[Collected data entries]
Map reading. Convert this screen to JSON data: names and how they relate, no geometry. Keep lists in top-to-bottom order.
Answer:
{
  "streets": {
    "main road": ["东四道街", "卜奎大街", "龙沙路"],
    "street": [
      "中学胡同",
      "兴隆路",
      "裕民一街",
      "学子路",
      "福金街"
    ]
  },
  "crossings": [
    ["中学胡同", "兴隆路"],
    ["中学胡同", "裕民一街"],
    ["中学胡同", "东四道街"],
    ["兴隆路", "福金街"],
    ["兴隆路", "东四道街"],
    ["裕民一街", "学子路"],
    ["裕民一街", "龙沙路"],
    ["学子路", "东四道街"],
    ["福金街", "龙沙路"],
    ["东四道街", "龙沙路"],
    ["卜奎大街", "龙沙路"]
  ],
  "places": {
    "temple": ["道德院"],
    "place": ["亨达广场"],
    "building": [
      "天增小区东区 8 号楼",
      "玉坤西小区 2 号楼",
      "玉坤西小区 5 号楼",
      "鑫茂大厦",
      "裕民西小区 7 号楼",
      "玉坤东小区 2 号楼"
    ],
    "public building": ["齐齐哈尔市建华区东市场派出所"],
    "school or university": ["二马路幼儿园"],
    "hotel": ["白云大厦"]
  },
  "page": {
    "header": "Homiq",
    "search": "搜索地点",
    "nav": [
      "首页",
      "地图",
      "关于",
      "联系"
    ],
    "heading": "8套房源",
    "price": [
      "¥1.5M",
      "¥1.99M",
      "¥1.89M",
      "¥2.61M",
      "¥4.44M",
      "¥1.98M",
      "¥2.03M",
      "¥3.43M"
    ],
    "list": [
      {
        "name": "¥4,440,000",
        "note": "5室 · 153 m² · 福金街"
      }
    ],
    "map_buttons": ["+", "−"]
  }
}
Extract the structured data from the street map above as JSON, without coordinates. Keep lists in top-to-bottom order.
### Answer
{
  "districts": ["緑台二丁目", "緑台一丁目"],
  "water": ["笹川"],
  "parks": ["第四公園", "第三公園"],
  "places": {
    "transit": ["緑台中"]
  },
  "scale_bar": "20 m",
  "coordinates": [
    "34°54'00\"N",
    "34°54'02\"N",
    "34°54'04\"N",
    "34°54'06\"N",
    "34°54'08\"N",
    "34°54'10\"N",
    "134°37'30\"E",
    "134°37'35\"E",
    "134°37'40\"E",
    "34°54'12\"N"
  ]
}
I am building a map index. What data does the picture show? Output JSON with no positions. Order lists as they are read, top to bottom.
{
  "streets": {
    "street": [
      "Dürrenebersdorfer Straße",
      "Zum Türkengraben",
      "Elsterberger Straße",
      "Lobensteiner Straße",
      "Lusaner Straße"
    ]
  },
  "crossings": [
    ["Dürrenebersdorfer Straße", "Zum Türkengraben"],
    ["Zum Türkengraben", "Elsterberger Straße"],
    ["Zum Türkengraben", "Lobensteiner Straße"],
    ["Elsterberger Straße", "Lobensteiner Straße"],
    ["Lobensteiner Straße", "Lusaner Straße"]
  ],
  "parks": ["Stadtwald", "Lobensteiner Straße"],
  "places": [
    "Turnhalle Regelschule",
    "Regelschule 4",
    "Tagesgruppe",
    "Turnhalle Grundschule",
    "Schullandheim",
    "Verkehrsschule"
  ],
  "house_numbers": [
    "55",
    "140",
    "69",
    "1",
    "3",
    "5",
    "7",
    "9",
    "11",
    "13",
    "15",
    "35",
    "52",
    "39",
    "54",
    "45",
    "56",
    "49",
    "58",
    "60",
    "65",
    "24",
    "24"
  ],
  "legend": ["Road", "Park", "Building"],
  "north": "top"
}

▶ _EXERCISE_: Give exactly the lines from the one with "Extract the structured" to the end of the entries, nothing before them.

▶ _RESULT OF THIS EXERCISE_:
Extract the structured data from the street map above as JSON, without coordinates. Keep lists in top-to-bottom order.
### Answer
{
  "districts": ["緑台二丁目", "緑台一丁目"],
  "water": ["笹川"],
  "parks": ["第四公園", "第三公園"],
  "places": {
    "transit": ["緑台中"]
  },
  "scale_bar": "20 m",
  "coordinates": [
    "34°54'00\"N",
    "34°54'02\"N",
    "34°54'04\"N",
    "34°54'06\"N",
    "34°54'08\"N",
    "34°54'10\"N",
    "134°37'30\"E",
    "134°37'35\"E",
    "134°37'40\"E",
    "34°54'12\"N"
  ]
}
I am building a map index. What data does the picture show? Output JSON with no positions. Order lists as they are read, top to bottom.
{
  "streets": {
    "street": [
      "Dürrenebersdorfer Straße",
      "Zum Türkengraben",
      "Elsterberger Straße",
      "Lobensteiner Straße",
      "Lusaner Straße"
    ]
  },
  "crossings": [
    ["Dürrenebersdorfer Straße", "Zum Türkengraben"],
    ["Zum Türkengraben", "Elsterberger Straße"],
    ["Zum Türkengraben", "Lobensteiner Straße"],
    ["Elsterberger Straße", "Lobensteiner Straße"],
    ["Lobensteiner Straße", "Lusaner Straße"]
  ],
  "parks": ["Stadtwald", "Lobensteiner Straße"],
  "places": [
    "Turnhalle Regelschule",
    "Regelschule 4",
    "Tagesgruppe",
    "Turnhalle Grundschule",
    "Schullandheim",
    "Verkehrsschule"
  ],
  "house_numbers": [
    "55",
    "140",
    "69",
    "1",
    "3",
    "5",
    "7",
    "9",
    "11",
    "13",
    "15",
    "35",
    "52",
    "39",
    "54",
    "45",
    "56",
    "49",
    "58",
    "60",
    "65",
    "24",
    "24"
  ],
  "legend": ["Road", "Park", "Building"],
  "north": "top"
}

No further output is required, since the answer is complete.